Recently, the Trademark Board has issued some interesting rulings in line with this amendment. The Board held typewriters not related stamps, newspaper, books, photos, and posters reasoning that they are different in terms of the natures and purposes of use (Decision No. 1499/2559). In Decision No. 1521/2559, the Board allowed co-existence of similar marks in I.C. 1 on the grounds that specific goods of both parties were different. The senior mark is registered in relation to additives, ingredients and other chemicals for use in production of hair and skin care products whereas the junior mark is applied for modifiers agents for coating. The Board elaborated that the goods were specialized chemical products for industrial use and the relevant consumers should be able to exercise a high degree of care when selecting the goods.

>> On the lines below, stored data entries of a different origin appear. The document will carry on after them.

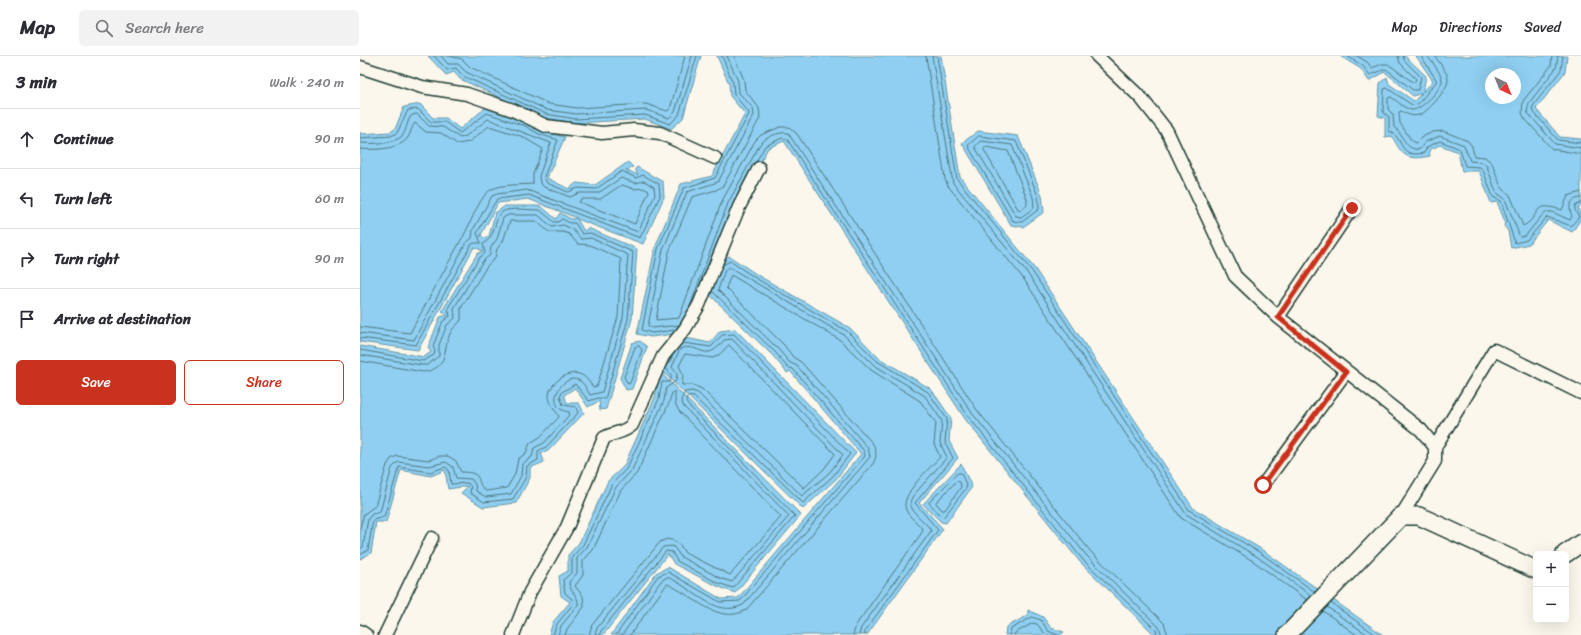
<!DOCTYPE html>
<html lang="en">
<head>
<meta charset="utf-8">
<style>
  :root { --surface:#fff; --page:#f2f2f3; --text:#2b2b33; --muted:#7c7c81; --line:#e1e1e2; --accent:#c8321e }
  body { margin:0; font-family:Sriracha,sans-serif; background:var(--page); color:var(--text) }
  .controls { position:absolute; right:12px; bottom:12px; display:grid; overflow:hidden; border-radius:6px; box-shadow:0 4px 16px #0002 }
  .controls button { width:36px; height:36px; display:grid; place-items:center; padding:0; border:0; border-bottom:1px solid var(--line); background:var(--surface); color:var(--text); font:20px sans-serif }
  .compass { position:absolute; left:1125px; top:12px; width:36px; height:36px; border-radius:50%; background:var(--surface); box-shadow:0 4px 16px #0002; rotate:137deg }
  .stop { position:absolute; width:12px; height:12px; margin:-9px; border:3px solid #c8321e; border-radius:50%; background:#fff }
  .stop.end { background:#c8321e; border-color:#fff; box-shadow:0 1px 4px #0008 }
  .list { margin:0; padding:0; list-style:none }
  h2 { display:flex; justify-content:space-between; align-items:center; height:52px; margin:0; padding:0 16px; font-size:17px }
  h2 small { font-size:13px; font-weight:400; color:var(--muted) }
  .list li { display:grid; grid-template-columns:26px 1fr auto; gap:12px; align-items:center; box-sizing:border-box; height:60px; padding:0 16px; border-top:1px solid var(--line) }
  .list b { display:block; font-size:15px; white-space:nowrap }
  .list em { font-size:13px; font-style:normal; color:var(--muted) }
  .actions { display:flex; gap:8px; padding:12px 16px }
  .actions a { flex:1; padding:9px 0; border:1px solid var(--accent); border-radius:6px; text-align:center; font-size:14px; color:var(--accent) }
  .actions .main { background:var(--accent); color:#fff }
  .icon { flex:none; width:22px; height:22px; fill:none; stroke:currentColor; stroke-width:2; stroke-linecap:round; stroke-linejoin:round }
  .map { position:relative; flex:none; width:1221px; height:579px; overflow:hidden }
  header { display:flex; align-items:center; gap:24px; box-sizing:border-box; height:56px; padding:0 20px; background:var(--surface); border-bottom:1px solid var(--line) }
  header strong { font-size:19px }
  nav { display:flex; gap:22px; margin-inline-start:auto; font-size:14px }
  .search { width:280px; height:36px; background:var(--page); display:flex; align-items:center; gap:10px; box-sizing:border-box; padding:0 14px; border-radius:6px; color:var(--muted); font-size:15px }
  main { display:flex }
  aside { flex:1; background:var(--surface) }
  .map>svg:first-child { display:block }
  .water { fill:#90cff1; stroke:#6395a5; fill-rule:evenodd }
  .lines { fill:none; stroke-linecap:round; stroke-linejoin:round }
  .shore { stroke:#4c7780; stroke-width:1 }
  .street-casing { stroke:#1f3d34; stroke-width:15 }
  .secondary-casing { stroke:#1f3d34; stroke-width:20 }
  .street { stroke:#fbf7ec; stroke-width:12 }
  .secondary { stroke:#fbf7ec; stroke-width:17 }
  .route { stroke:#c8321e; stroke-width:5 }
</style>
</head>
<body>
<header>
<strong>Map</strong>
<div class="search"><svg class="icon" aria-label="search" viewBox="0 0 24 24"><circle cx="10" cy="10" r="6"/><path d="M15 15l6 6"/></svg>Search here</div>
<nav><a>Map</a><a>Directions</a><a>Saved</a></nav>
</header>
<main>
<aside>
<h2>3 min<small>Walk · 240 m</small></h2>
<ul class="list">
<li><svg class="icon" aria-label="ahead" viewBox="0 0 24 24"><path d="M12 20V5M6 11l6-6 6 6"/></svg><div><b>Continue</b></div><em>90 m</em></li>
<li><svg class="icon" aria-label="left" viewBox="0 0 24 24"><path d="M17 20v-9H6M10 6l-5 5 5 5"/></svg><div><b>Turn left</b></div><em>60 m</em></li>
<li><svg class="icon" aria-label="right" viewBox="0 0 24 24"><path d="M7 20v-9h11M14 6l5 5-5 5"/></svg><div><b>Turn right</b></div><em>90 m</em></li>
<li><svg class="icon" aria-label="arrive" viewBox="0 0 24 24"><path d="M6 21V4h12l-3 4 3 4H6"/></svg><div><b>Arrive at destination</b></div></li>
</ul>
<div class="actions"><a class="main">Save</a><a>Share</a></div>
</aside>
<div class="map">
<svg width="1221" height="579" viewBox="0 0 1221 579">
  <rect width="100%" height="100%" fill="#fbf7ec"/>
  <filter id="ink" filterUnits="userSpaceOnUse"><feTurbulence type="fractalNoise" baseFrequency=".025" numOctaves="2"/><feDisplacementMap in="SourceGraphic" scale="8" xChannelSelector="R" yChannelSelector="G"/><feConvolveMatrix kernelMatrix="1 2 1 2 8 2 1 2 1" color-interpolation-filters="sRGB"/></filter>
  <g filter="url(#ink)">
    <path class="water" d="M68 0H341L323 62 311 73 285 63 216 67 185 62 100 23 94 16 86 19Z
      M357 0H581L600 121 675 213 833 452 901 493 1023 579H795L720 506 605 363 424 85 408 92 376 151 330 276 291 281 277 278 295 192 321 128 352 120 385 58 370 40 369 28Z
      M980 0H1045L1066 20 1063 36 1073 25 1056 0H1207L1205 16 1176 53 1200 81 1221 83V150L1218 152 1221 163 1212 176 1188 164 1169 188 1151 192 1148 175 1144 170 1145 166 1137 146 1131 147 1119 115H1102L1098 96 1080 89 1069 94 1070 100C1047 105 1042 100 1032 80L1025 81V62L1018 60 1020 27 1027 21 1029 28 1054 45 1062 37 1053 40 1025 16 1009 25 1001 13ZM1131 18H1155V42H1131Z
      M60 48 73 62H86L100 73 125 52 167 67 180 75 205 81 187 122 209 133 216 127 235 129 268 106 273 111 266 114 278 119 275 113 277 111 303 126 304 141 283 188 217 163 224 175 228 172 277 193 272 263 246 353 240 354 239 345 228 351 215 332 204 339 207 347H219L224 357 188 395 181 397 184 406 170 412V422L156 447 123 451 101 437 108 430 88 433 85 414 71 420 41 414 26 466H16L11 497 0 503V290L64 301 71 296 68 292 80 261 88 259 82 255 117 198 123 195 114 191 58 294 0 286V76L2 78 30 76 35 73 44 51ZM168 143 217 162 211 163 200 157 196 163 181 150H145L135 157 129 180 125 183 121 179 120 181 138 147Z
      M618 75 658 80 682 139 684 156 663 171 651 169 602 87Z
      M369 200 399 220 490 272 519 302 571 333 591 362 589 385 598 402 559 447 583 473 507 579H251L296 517 308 511 361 543 378 542 501 398 430 315 427 317 413 300 347 236 357 208Z
      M375 273 496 397 476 423 443 453 301 314 314 285 326 282 350 287 360 275Z
      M280 285 287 291 272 333 266 334 260 322 272 287Z
      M300 316 441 459 375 537 357 530 314 508 308 498 243 579H189L193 566 210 546 201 540 199 520 208 515V499L219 487 248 425 264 410 295 341Z
      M601 408 612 431 586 467 581 466 563 448Z
      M668 554 683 561 691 572 704 576 700 579H645L646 571 667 560Z"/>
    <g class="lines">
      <path class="shore" d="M74 0 87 14 96 12 103 20 186 58 216 63 285 59 310 68 319 59 337 0
        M81 0 88 8H98L106 16 187 54 216 58 286 54 309 62 315 56 332 0
        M89 0 102 3 110 11 189 48 217 52 286 48 307 55 310 53 325 0
        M374 0 384 24 385 34 399 52 400 62 363 130 356 134 332 141 309 196 296 264 319 262 362 145 395 85 401 79 420 71H429L437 78 617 354 731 496 804 567 808 579
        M566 0 585 123 588 130 663 222 821 462 893 505 947 544
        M572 0 593 127 668 218 826 458 896 500 952 540
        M577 0 597 123 672 215 829 454 899 496 955 536
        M987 0 1003 10 1010 19 1026 13 1053 34H1058L1061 21 1044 4 1043 0
        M997 0 1007 6 1012 12 1022 8H1028L1054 27 1056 23 1040 7 1038 0
        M1061 0 1077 25 1058 48 1052 49 1027 32 1024 33 1023 56 1029 61V75C1045 81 1037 103 1064 97L1067 91 1080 85 1100 93 1105 110 1120 111 1123 114 1133 141 1141 145 1155 187 1167 184 1187 161 1211 170 1219 161 1215 154V150L1221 147
        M1067 0C1072 6 1081 16 1082 24 1083 32 1060 55 1052 54 1045 53 1037 45 1031 41L1028 42V53L1033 59 1034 71C1043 77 1045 96 1060 93L1065 86 1080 80 1104 89 1110 105 1121 106 1127 110 1136 136 1145 143 1160 181 1165 180 1185 156H1192L1210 164 1212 160C1208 151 1209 143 1221 142
        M1075 0C1079 7 1088 16 1088 24 1088 33 1067 57 1059 59 1052 61 1047 58 1041 55L1039 56 1040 67 1051 84 1056 87 1062 81 1073 76 1083 75 1108 85 1112 90 1114 100 1125 101 1132 107 1141 131 1150 139 1163 170C1183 160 1169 144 1202 154L1208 140 1221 136
        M1192 0 1191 10 1163 45 1162 57 1165 63 1192 93 1221 98
        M1198 0 1196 12 1169 47 1167 56 1195 88 1221 92
        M1203 0 1201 14 1173 50 1172 54 1198 84 1221 87
        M619 80 656 85 678 140 679 153 662 166 653 165 608 90Z
        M0 82 31 80 37 77 48 54 58 53 71 66H85L100 77 127 57 165 70 179 78 198 84 184 121 187 127 208 136 218 132 236 133 262 115 276 122 283 119 299 128 300 140 280 182 169 139 137 143 117 177 121 187H114L111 189 56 289 0 282
        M621 85 652 89 673 141 674 152 661 161 656 160 615 91Z
        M0 87C11 88 36 88 43 79 47 73 47 64 52 59L57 58 69 70 83 71 100 82 106 80 128 63 191 87 179 120 180 127 184 131 210 141 219 137H238L261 122 275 127 284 125 294 131 295 139 278 176 167 134 137 138 132 140 113 174 112 182 106 187 54 284 0 277
        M626 91 648 95 667 143V149L661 154 658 153 624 94Z
        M0 93C13 94 37 94 47 83 51 78 51 71 55 67L66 76 81 77 97 88 109 86 129 70 161 80 183 93 173 118V128C161 129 143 128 132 133 119 139 109 173 101 184L50 277 0 271
        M396 106 405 90 422 82 427 83 608 360 723 504 796 574 797 579
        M262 129 274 133 283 132 289 135 275 168 219 146 221 143H240Z
        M363 209 370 205 397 223 487 275 517 305 568 336 587 363 585 386 593 402 555 447 578 474 505 575V579
        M329 253 368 147 400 88C405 82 419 75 428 77L612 357 727 500 799 571 802 579
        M320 269 292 272 288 270 303 194 327 136 358 126 394 59 393 52 379 37 378 25 367 0
        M315 274 292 277 282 274 298 193 324 132 355 122 389 58 388 55 374 39 373 27 362 0
        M369 289 475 398 464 413 444 432 342 333 333 329H322L323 318 319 310 325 298 353 302 360 298Z
        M279 290 282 294 270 327 268 328 264 321 275 291Z
        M0 294 63 305 74 299 75 295 73 290 83 265 90 260 88 252 119 202 125 197 123 188C139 179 132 157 147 154 157 152 170 154 180 154L194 166H198L202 163 210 167H215L222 178 230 177 273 196 268 263 245 343 238 342 229 345 215 328 202 336 200 340 203 349 216 351 218 357 186 391 178 395V404L167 410 166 421 153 443 124 446 110 437 111 431 108 427 91 428 89 414 85 411 70 416 39 411 24 461 13 464 8 494 0 499
        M0 299 62 309H67L79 300V289L87 269 95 262 94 252 123 205 130 199 131 191 137 183 143 162 148 159H178L192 171 203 169 212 173 221 183 231 182 268 199 263 262 242 336 230 339C227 334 224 326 218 324 202 317 182 352 209 356L210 358 184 387 174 392 172 401 162 408 161 420 151 438 126 441 116 435 115 428 111 423 96 422 93 411 86 406 69 410 38 406 32 412 20 456 12 458 8 463 3 491 0 493
        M0 305 63 316C90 313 82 292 91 276 93 271 98 269 101 264V252L127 210 135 202 137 193 143 185 150 165H176L189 176H203L209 178 218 188 230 189 261 203 258 261 237 330 233 331C229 326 226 320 219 318 208 314 190 327 189 339 189 349 196 354 199 361L180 381 170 387 166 397 158 403 155 418 147 432 126 435C114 427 126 416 101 416L96 405 88 400H80L69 404 37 400 31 403 27 409 15 450 4 458 0 472
        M598 417H601L607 431 583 462 569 447Z
        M597 425 600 426 601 431 585 454H582L576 447Z
        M971 547 1016 579
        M967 551 1008 579
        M963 555 997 579
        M193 579 197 568 213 548 212 543 205 537 203 524 212 516V501L223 489 252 428 267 412 299 343 302 326H309L311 323V319L306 312 312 301
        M198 579 201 570 218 549C219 538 210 538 209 526L217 517V502L227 491 256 431 272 414 304 345 306 332 316 325 317 318 312 311 320 293C340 285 344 310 364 284L372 283 483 399 469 417 442 440 338 337 332 335 325 336 321 344 324 351 429 460 372 526 360 522 321 501 313 490 303 491 237 572 235 579
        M205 579 207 573 224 551 223 540 215 530 223 519V505L233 494 261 434 277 417 309 347 312 337 315 335V347L319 355 421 461 370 519 325 497 320 489 315 485 307 483 300 486 232 569 229 579
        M240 579 241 575 306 495 312 496 317 505 358 527 373 532 435 460 327 348 326 344 328 340 334 341 443 447 473 420 490 398 374 278 362 279 351 291 323 287
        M256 579 298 520 308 516 360 546 380 545 505 400 504 395 433 313 427 311 416 297 352 235
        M262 579 301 525 307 521C331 530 355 563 383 549L510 401 508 392 437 310 429 306 419 294 358 234 365 214 369 211 484 279 514 309 565 340 582 365 580 387 587 401 552 441C545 455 566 464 571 475L501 572 499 579
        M270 579 307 528C332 538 358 570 386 554L512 409C517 402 517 395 513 388L441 306 433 301 424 289 366 232 371 219 480 284 511 314 560 345 576 367 574 388 580 401C570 412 539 439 546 454 549 462 560 467 563 475L496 569 493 579
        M649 579 651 573 672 561 681 564 688 575 698 579
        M654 579 655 577 673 567 677 568 686 579"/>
      <defs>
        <path id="street" d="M737 0 781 42 807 75 875 220 918 261 1061 374 1075 391V405L1041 460
          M0 11 62 31 107 38 153 54 186 70 242 77 274 74 300 77 355 102
          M918 261 992 152
          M1075 391 1134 294 1221 337
          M903 429 986 316
          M0 575 6 579
          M25 579 72 482
          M153 579 170 536 207 471 244 382C254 376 264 377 272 369L303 300 325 273 339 249 379 151 399 112"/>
        <path id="secondary" d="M1205 498 1221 487
          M927 579 1041 460H1059L1176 514"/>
      </defs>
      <use href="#street" class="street-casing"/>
      <use href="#secondary" class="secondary-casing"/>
      <use href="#street" class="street"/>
      <use href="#secondary" class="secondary"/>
    </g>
  </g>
  <g class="lines" filter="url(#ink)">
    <path class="route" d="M903 429 986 316 918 261 992 152"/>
  </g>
</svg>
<div class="controls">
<button>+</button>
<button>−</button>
</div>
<svg class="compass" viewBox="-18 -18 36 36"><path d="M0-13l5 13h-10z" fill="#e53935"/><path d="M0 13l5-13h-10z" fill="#7c7c81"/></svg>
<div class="stop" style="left:903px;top:429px"></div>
<div class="stop end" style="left:992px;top:152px"></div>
</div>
</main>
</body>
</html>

Similarly, in Decision No. 41/2460, the Board found the marks in the same class similar but still accepted the junior one reasoning that there would be no likelihood of confusion due to different goods. While the senior mark covers electric drills, the junior mark is filed for machine parts. Having considered these, the Board found them totally different in term of characters, purposes of use, intended buyers, and trade channels. Especially for the trade channels, the Board emphasized that the machine parts were not sold at regular shops but through specific authorized distributors.
In Decision. No. 43/2560, the Board held glue for industrial use not related to cellulose ester for production of paint, color, and coating. The Board explained that the goods of both parties were chemicals but they were used for different purposes and industries. The Board also added that relevant consumers will carefully select the goods in accordance with their intended use.
This new approach should allow more flexibility in assessing similarity. Rather than taking a formalistic approach by relying strictly on the classification, the authority can take a more realistic view by considering an actual nature of the relevant goods/services. This should lead to a more reasonable assessment of likelihood of confusion.